=== Provided records ===
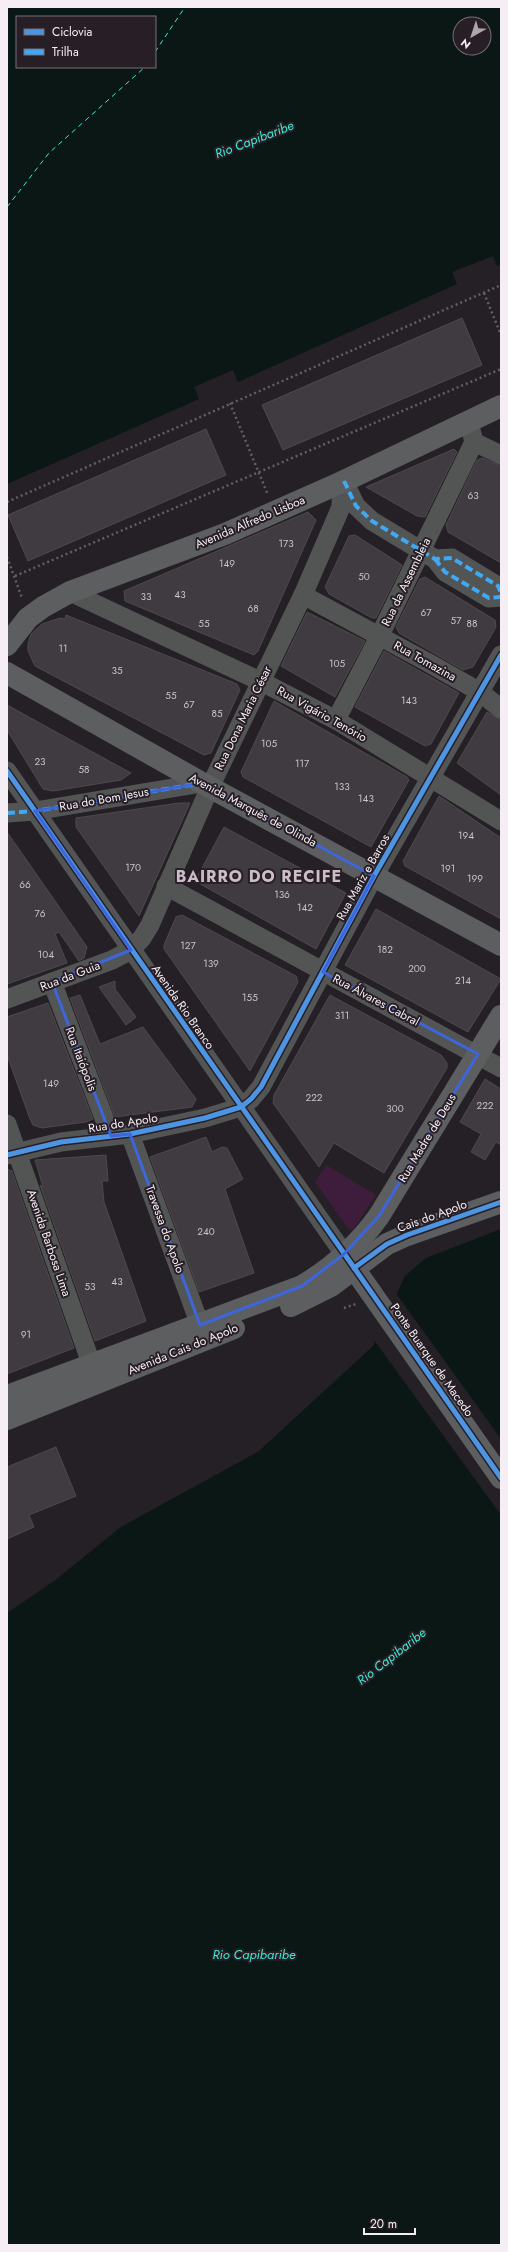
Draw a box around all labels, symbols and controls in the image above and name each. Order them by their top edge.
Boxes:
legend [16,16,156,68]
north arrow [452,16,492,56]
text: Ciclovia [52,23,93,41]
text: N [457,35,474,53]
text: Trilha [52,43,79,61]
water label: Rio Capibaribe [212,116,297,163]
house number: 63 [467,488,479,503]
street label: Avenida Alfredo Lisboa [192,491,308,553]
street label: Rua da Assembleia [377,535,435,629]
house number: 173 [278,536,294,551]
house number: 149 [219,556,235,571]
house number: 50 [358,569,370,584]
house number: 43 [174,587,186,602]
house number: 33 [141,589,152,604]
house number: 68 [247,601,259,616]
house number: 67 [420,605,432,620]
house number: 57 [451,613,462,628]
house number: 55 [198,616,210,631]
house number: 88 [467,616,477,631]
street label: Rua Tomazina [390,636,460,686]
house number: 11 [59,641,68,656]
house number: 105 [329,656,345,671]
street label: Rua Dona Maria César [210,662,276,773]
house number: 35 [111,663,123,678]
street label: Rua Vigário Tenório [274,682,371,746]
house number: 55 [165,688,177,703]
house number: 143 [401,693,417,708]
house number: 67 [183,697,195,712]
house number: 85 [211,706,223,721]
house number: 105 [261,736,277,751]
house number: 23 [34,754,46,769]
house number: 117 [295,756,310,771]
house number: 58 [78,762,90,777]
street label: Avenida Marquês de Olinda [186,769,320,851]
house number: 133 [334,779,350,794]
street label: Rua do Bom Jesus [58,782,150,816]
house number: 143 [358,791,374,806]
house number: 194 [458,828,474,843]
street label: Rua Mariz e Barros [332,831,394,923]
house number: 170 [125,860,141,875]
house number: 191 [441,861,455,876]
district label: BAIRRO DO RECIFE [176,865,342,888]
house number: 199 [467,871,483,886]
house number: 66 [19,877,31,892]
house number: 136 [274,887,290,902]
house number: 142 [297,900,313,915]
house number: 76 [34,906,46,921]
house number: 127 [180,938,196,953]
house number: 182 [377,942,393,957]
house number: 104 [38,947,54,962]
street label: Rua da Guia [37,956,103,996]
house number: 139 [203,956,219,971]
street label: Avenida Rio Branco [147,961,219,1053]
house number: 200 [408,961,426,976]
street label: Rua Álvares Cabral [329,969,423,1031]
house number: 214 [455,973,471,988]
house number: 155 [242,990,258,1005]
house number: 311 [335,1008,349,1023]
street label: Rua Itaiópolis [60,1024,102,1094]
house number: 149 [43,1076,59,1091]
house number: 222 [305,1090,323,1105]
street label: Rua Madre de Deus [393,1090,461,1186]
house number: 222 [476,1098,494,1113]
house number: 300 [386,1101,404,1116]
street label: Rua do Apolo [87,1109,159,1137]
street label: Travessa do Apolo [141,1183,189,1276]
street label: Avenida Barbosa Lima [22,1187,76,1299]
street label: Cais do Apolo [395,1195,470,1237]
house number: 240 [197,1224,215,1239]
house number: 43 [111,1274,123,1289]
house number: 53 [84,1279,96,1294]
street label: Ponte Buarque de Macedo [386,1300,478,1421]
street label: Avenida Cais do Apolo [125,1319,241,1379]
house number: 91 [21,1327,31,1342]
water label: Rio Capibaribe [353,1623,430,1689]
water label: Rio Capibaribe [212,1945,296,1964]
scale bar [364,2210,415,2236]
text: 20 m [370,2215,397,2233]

=== Brief ===
Please copy out the whole listing exactly, minus its pictures.

=== Solved exercise ===
Draw a box around all labels, symbols and controls in the image above and name each. Order them by their top edge.
Boxes:
legend [16,16,156,68]
north arrow [452,16,492,56]
text: Ciclovia [52,23,93,41]
text: N [457,35,474,53]
text: Trilha [52,43,79,61]
water label: Rio Capibaribe [212,116,297,163]
house number: 63 [467,488,479,503]
street label: Avenida Alfredo Lisboa [192,491,308,553]
street label: Rua da Assembleia [377,535,435,629]
house number: 173 [278,536,294,551]
house number: 149 [219,556,235,571]
house number: 50 [358,569,370,584]
house number: 43 [174,587,186,602]
house number: 33 [141,589,152,604]
house number: 68 [247,601,259,616]
house number: 67 [420,605,432,620]
house number: 57 [451,613,462,628]
house number: 55 [198,616,210,631]
house number: 88 [467,616,477,631]
street label: Rua Tomazina [390,636,460,686]
house number: 11 [59,641,68,656]
house number: 105 [329,656,345,671]
street label: Rua Dona Maria César [210,662,276,773]
house number: 35 [111,663,123,678]
street label: Rua Vigário Tenório [274,682,371,746]
house number: 55 [165,688,177,703]
house number: 143 [401,693,417,708]
house number: 67 [183,697,195,712]
house number: 85 [211,706,223,721]
house number: 105 [261,736,277,751]
house number: 23 [34,754,46,769]
house number: 117 [295,756,310,771]
house number: 58 [78,762,90,777]
street label: Avenida Marquês de Olinda [186,769,320,851]
house number: 133 [334,779,350,794]
street label: Rua do Bom Jesus [58,782,150,816]
house number: 143 [358,791,374,806]
house number: 194 [458,828,474,843]
street label: Rua Mariz e Barros [332,831,394,923]
house number: 170 [125,860,141,875]
house number: 191 [441,861,455,876]
district label: BAIRRO DO RECIFE [176,865,342,888]
house number: 199 [467,871,483,886]
house number: 66 [19,877,31,892]
house number: 136 [274,887,290,902]
house number: 142 [297,900,313,915]
house number: 76 [34,906,46,921]
house number: 127 [180,938,196,953]
house number: 182 [377,942,393,957]
house number: 104 [38,947,54,962]
street label: Rua da Guia [37,956,103,996]
house number: 139 [203,956,219,971]
street label: Avenida Rio Branco [147,961,219,1053]
house number: 200 [408,961,426,976]
street label: Rua Álvares Cabral [329,969,423,1031]
house number: 214 [455,973,471,988]
house number: 155 [242,990,258,1005]
house number: 311 [335,1008,349,1023]
street label: Rua Itaiópolis [60,1024,102,1094]
house number: 149 [43,1076,59,1091]
house number: 222 [305,1090,323,1105]
street label: Rua Madre de Deus [393,1090,461,1186]
house number: 222 [476,1098,494,1113]
house number: 300 [386,1101,404,1116]
street label: Rua do Apolo [87,1109,159,1137]
street label: Travessa do Apolo [141,1183,189,1276]
street label: Avenida Barbosa Lima [22,1187,76,1299]
street label: Cais do Apolo [395,1195,470,1237]
house number: 240 [197,1224,215,1239]
house number: 43 [111,1274,123,1289]
house number: 53 [84,1279,96,1294]
street label: Ponte Buarque de Macedo [386,1300,478,1421]
street label: Avenida Cais do Apolo [125,1319,241,1379]
house number: 91 [21,1327,31,1342]
water label: Rio Capibaribe [353,1623,430,1689]
water label: Rio Capibaribe [212,1945,296,1964]
scale bar [364,2210,415,2236]
text: 20 m [370,2215,397,2233]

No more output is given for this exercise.